Live Coding Journal - Apr 7, 2026
Reflections, Learnings, and Mistakes from live coding my JitterTicket Event Sourcing application
Notes from Today’s Live Coding Session
Moving Away from Aggregate-Focused Types
I started the stream innocently enough, renaming EventConsumer to the better-named EventStreamConsumer, since it is responsible for handling a potential Stream of Events, as shown by its interface:
public interface EventStreamConsumer {
void handle(Stream<? extends Event> eventStream);
}
This better separates its responsibility from EventHandler, which is responsible for implementing individual handle() methods for specific Event types.
You may have noticed that I dropped the generic EVENT type, replacing it with ? extends Event).
This is a step in moving away from an Aggregate-centric view of things, where a hierarchy of events relates to specific Aggregates.
For example, where ConcertEvent, associated with the Aggregate Concert, is the parent class of ConcertScheduled, TicketsSold, etc., and CustomerEvent (for Customer) is the parent of CustomerRegistered, TicketsPurchased, etc.
As I continue to move towards an Event-centric view, the generic type gets in the way, since, for example, we may have EventStreamConsumers that want to consume both ConcertScheduled and CustomerRegistered (for whatever reason).
Eventually this will ripple out so that there is only one EventStore instance, instead of having one per Aggregate, e.g., EventStore<Concert,...> and EventStore<Customer,...>.
EventStore Subscription for Desired Events
My main goal this stream was to have all EventStreamConsumer subscriptions to the EventStore specify their desired events to improve performance, as well as making it clear in the code which events it wants:
void subscribe(EventStreamConsumer eventStreamConsumer,
Set<Class<? extends Event>> desiredEvents);
and deprecating the existing subscribe(EventStreamConsumer) method.

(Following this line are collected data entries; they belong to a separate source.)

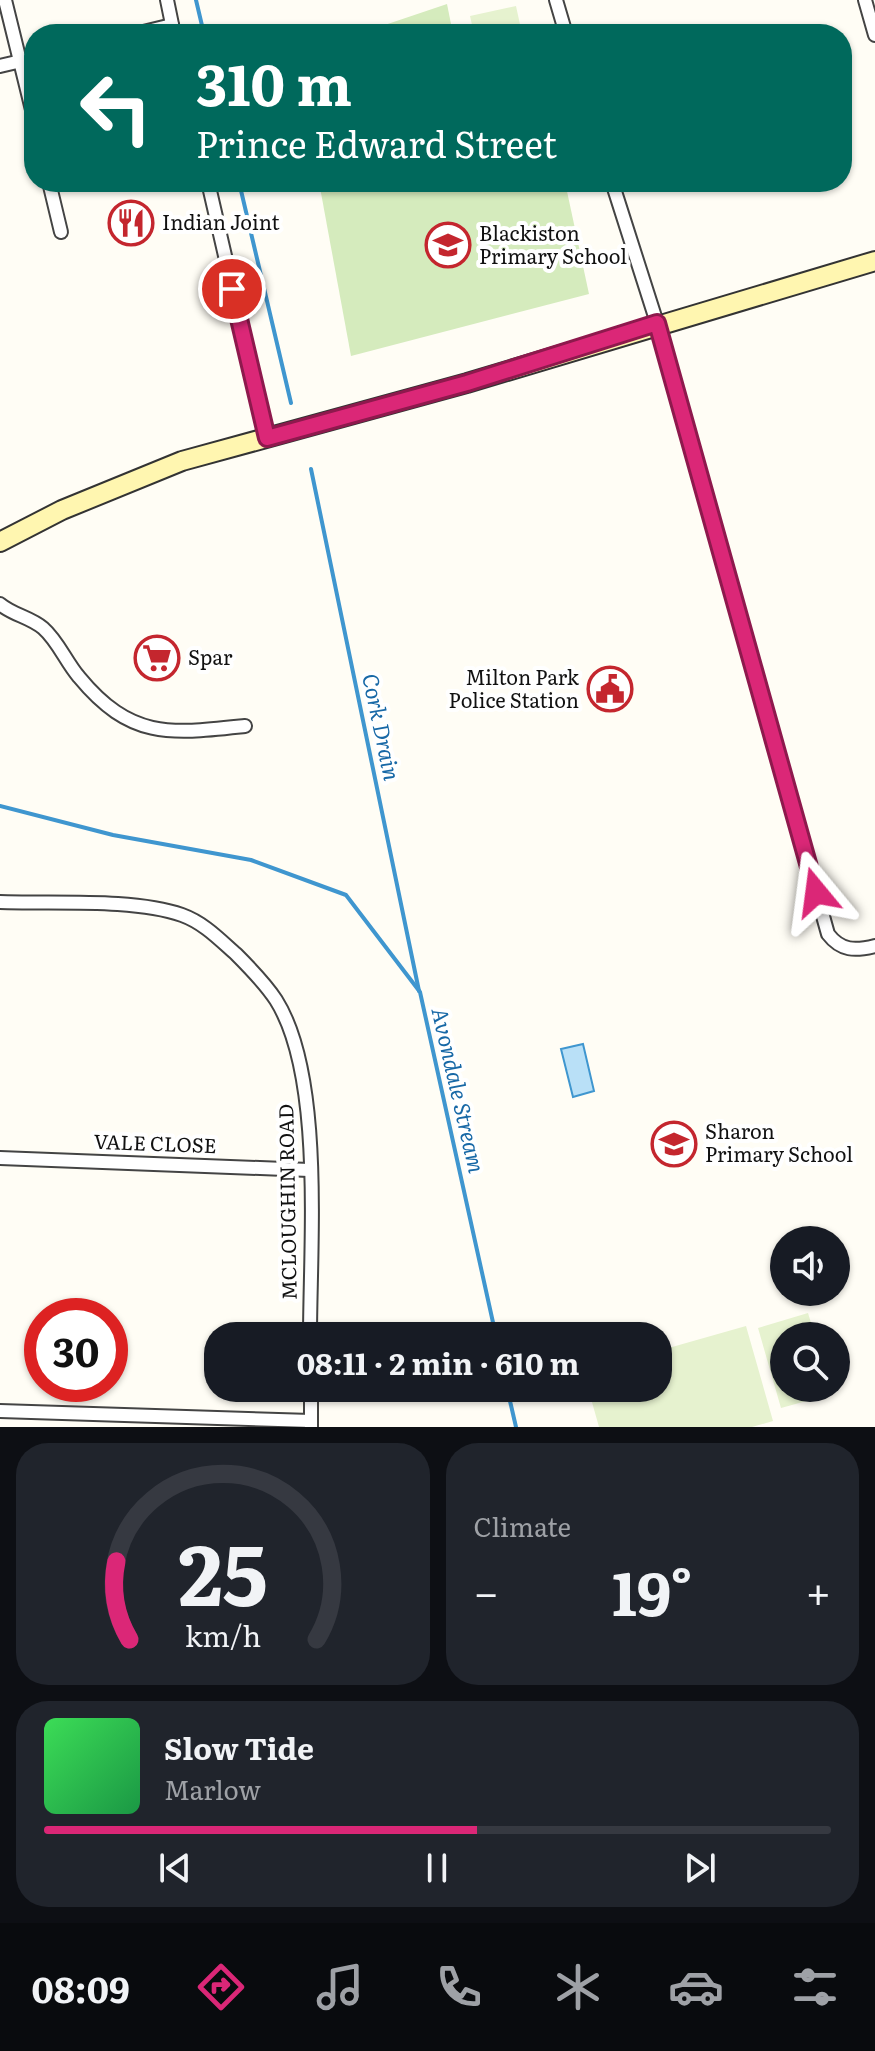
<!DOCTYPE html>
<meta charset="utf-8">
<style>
body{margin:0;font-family:Literata,serif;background:#20242c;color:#f1f3f6;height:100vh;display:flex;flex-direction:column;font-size:30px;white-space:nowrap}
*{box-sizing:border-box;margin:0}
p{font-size:26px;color:#9ea1a6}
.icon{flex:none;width:44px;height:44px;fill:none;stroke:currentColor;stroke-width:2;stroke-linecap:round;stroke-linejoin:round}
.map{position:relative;height:1427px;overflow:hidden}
.sheet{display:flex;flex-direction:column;gap:16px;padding:16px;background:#0d0f14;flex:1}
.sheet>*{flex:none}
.banner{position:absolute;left:24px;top:24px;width:828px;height:168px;border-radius:32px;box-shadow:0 2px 6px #0004;background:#00695c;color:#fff;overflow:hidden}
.buttons{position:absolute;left:770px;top:1226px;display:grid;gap:16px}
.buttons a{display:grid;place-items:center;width:80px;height:80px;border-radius:50%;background:#171b24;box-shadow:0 2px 6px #0004;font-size:40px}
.speed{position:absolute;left:24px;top:1298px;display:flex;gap:16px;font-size:40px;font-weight:700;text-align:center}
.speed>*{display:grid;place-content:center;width:104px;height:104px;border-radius:50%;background:#171b24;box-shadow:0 2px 6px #0004;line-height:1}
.speed .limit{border:12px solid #d22;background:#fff;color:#111}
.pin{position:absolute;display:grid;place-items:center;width:68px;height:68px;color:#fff;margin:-34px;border:4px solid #fff;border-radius:50%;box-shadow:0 2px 8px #0007}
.me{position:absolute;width:88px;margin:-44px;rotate:344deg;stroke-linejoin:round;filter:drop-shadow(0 0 6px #0008)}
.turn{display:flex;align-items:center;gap:28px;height:168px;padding:0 40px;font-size:36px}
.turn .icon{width:104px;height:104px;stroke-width:2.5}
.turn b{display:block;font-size:56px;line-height:68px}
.big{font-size:60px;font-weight:700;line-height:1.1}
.sheet .widget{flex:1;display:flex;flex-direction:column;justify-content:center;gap:12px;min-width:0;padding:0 28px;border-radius:32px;background:#20242c}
.sheet .dial{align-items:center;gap:0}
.dial svg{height:208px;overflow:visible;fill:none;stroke:#363941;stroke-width:7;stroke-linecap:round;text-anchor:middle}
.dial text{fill:#f1f3f6;stroke:none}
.song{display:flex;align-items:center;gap:24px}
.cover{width:96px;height:96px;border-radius:12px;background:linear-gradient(135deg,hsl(130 70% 55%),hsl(140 70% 35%))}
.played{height:8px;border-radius:4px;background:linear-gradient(90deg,#db2777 55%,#363941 55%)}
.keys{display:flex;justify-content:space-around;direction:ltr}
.heat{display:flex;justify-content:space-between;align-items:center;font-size:44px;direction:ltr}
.sheet .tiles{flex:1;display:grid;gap:16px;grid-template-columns:1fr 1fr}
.widget:last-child{grid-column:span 2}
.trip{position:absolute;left:204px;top:1322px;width:468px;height:80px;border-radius:32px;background:#171b24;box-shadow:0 2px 6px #0004;font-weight:700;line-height:80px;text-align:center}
.tabs{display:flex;height:128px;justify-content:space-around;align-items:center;background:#090b0e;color:#9ea1a6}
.tabs .icon{width:56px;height:56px}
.tabs .selected{color:#db2777}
.tabs b{font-size:36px;color:#f1f3f6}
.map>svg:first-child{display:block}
.green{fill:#d5ebbd}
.pitch{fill:#e6f2cf}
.water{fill:#b9e0f7;stroke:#3f96cf;stroke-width:2}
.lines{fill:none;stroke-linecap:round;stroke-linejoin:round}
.stream{stroke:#3f96cf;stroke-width:4}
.street-casing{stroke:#444;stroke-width:16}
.secondary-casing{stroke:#333;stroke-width:22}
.street{stroke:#fff;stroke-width:12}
.secondary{stroke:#fff6b0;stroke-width:18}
.route-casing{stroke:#8e194d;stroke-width:20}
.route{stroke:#db2777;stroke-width:14}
.labels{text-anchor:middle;stroke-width:8;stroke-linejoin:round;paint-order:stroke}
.poi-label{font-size:20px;fill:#111;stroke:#fff;text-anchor:start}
.street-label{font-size:20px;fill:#111;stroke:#fff}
.water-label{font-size:22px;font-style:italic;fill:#1768a6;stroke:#fff}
</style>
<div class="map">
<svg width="875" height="1427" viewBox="0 0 875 1427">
<rect width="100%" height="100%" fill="#fffdf5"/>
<!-- green -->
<g class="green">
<path d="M 447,4 L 453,34 L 358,34 Z"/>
<path d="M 319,182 L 565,182 L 589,294 L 351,356 Z"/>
</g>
<!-- pitch -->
<g class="pitch">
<path d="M 516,6 L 521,29 L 474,34 L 470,16 Z"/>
<path d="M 808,1313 L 815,1336 L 784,1336 L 784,1388 L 830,1388 L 832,1394 L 781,1408 L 758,1328 Z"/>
<path d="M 746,1326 L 773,1421 L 752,1427 L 599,1427 L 588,1388 L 658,1388 L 658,1351 Z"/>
</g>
<!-- water -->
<path class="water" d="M 583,1044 L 594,1091 L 573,1097 L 561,1049 Z"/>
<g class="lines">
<!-- stream -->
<g class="stream">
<path d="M 196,0 L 204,34"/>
<path d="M 239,182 L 291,403"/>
<path d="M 311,469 L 419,991"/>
<path d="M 0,806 L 113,835 L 251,860 L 346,895 L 420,992 L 496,1336"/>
<path d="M 507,1388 L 516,1427"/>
</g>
<!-- street casing -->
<g class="street-casing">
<g id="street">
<path d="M 5,0 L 34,118"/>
<path d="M 167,0 L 174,34"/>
<path d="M 556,0 L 566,34"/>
<path d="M 865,0 L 875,35"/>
<path d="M 135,34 L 172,25"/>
<path d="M 0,66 L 34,58"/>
<path d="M 49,182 L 61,232"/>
<path d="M 208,182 L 267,438"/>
<path d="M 612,182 L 657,323 L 828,934 C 841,951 855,951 875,946"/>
<path d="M 0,604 C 13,615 30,617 43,628 C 58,641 66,662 79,677 C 131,740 171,734 245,726"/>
<path d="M 0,902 C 52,904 134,898 182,915 C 204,923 219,939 236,954 C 250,968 265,983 276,1000 C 324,1076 310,1245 310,1336"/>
<path d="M 0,1158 L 309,1170"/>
<path d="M 311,1388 L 311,1427"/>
<path d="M 0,1411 L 311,1421"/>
</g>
</g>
<!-- secondary casing -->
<g class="secondary-casing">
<path id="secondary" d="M 0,542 L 62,510 L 182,461 L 467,383 L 875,261"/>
</g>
<!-- street -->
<use href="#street" class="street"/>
<!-- secondary -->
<use href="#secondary" class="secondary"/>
</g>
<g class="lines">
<!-- route casing -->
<g class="route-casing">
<path id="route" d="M 232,289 L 267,438 L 467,383 L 657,323 L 816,892"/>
</g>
<!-- route -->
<use href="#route" class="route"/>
</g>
<!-- icons -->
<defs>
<g id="restaurant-ring" transform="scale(2.3)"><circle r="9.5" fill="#fff" stroke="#c4262e" stroke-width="1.5"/><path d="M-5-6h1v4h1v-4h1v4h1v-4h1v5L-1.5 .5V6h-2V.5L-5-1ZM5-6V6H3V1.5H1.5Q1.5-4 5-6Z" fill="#c4262e"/></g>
<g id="school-ring" transform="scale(2.3)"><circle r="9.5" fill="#fff" stroke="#c4262e" stroke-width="1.5"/><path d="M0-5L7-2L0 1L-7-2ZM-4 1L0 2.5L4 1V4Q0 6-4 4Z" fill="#c4262e"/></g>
<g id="supermarket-ring" transform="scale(2.3)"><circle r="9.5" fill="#fff" stroke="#c4262e" stroke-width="1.5"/><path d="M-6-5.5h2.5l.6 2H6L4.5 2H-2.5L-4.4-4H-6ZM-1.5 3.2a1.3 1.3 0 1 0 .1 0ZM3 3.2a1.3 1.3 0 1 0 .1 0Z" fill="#c4262e"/></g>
<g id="civic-ring" transform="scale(2.3)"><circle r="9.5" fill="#fff" stroke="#c4262e" stroke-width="1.5"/><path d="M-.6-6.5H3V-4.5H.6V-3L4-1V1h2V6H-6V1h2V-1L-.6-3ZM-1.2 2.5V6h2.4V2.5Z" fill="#c4262e"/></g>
</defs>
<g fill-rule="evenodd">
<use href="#restaurant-ring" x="131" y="223"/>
<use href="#school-ring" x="448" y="245"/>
<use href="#supermarket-ring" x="157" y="658"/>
<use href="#civic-ring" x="610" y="689"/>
<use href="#school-ring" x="674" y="1144"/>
</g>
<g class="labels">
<!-- poi labels -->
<g class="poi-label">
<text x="162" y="230">Indian Joint</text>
<text x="479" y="241">Blackiston<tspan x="479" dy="23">Primary School</tspan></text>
<text x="188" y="665">Spar</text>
<text x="579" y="685" text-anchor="end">Milton Park<tspan x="579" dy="23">Police Station</tspan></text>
<text x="705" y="1139">Sharon<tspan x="705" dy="23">Primary School</tspan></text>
</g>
<!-- street labels -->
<g class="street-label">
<text transform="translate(155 1144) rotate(2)" y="7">VALE CLOSE</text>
<text transform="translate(288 1202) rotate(-91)" y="7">MCLOUGHIN ROAD</text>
</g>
<!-- water labels -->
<g class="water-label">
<text transform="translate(381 727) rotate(78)" y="8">Cork Drain</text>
<text transform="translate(458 1090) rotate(77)" y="8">Avondale Stream</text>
</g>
</g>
</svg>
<div class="buttons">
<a><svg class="icon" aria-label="sound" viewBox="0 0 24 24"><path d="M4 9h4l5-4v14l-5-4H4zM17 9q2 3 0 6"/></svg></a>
<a><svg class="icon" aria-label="search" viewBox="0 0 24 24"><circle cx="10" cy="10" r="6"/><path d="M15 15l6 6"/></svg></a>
</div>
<div class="speed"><div class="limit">30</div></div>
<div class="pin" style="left:232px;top:289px;background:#d93025"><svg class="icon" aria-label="arrive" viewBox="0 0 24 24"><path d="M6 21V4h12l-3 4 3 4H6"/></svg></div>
<svg class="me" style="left:816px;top:892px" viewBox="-20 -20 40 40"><path d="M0-17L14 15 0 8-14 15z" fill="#db2777" stroke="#fff" stroke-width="4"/></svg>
<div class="trip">08:11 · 2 min · 610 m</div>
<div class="banner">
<div class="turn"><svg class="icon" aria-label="left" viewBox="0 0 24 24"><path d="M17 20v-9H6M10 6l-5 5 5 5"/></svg><div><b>310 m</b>Prince Edward Street</div></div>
</div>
</div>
<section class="sheet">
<div class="tiles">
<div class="widget dial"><svg viewBox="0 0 100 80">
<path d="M14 69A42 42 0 1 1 86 69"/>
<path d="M14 69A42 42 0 0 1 9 39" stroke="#db2777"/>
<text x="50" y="56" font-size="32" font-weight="700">25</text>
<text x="50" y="72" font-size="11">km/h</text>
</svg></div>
<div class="widget"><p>Climate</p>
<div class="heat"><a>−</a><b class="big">19°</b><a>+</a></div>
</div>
<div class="widget">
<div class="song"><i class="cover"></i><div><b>Slow Tide</b><p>Marlow</p></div></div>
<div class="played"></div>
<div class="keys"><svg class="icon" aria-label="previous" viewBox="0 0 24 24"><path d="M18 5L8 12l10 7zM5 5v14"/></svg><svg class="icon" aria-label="pause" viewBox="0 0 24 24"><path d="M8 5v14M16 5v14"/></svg><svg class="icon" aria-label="next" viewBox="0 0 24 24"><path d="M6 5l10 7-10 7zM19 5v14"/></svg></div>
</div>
</div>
</section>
<nav class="tabs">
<b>08:09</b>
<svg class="icon selected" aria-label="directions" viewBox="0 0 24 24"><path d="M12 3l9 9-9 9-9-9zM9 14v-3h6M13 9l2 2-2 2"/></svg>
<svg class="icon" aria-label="music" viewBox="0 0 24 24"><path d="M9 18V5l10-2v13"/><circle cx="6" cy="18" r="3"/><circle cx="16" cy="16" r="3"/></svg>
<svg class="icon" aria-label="phone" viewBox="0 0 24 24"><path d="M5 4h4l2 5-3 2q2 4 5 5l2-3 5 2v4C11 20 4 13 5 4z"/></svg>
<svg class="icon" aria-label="climate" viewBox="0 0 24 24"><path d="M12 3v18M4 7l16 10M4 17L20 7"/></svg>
<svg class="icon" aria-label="car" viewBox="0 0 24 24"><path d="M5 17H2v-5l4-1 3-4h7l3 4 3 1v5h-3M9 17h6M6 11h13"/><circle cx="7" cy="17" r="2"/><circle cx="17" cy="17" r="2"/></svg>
<svg class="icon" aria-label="filters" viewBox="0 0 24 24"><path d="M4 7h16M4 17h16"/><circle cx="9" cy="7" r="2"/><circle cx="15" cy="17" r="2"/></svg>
</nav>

An “Olive” Failure Moment (1h01m)
During test-driving this change, Predictive TDD (predicting precisely how a test would fail) once again saved the day.
In my test, I was using my MakeEvents builder to set up the events for the test, and then passed those events to the EventStore’s save(ID aggregateId, Stream<EVENT> uncommittedEvents) method.
However, instead of expecting the test to fail by sending all events to the consumer (as I hadn’t yet implemented the filtering), no events were sent at all.
This was surprising, because I had thought that save() method would send the events along to any consumers.
It turns out, the save(AGGREGATE aggregate) method (that takes an entire Aggregate) is what sends events on to consumers.
The save(ID, Stream<Event>) is more of an internal method, but because it is currently public, I had a misunderstanding of its responsibility.
Once I changed the test to use save(AGGREGATE), the test failed as expected (aka an “Olive”), which allowed me to move forward on implementing the filtering.
TDD Heuristic: Use Test Failures to Examine Your Design
As I said in today’s stream, “TDD is not about writing tests. It’s about exploring the design space.” Tests fail, but it’s when they fail for the wrong reason (or perhaps don’t fail at all), that it’s a good opportunity to step back and examine why that happened.
The New Projection Coordinator (2h28m)
With the Event Store supporting filtering events for consumers, it was time to migrate the ProjectionCoordinator to use filtering for both the catch-up portion (asking the Event Store for all events after a checkpoint event sequence) and for the subscription.
This wasn’t a trivial migration, though, since the NewDomainProjector is now stateful, vs. the stateless/functional implementation in the (old) DomainProjector.
This means that the NewDomainProjector not only holds onto the projection (like a cache), but also needs to track the Checkpoint (latest event sequence processed).
In addition, to prevent race conditions, the projector has to return the projection and the checkpoint as part of the flush() method’s return value.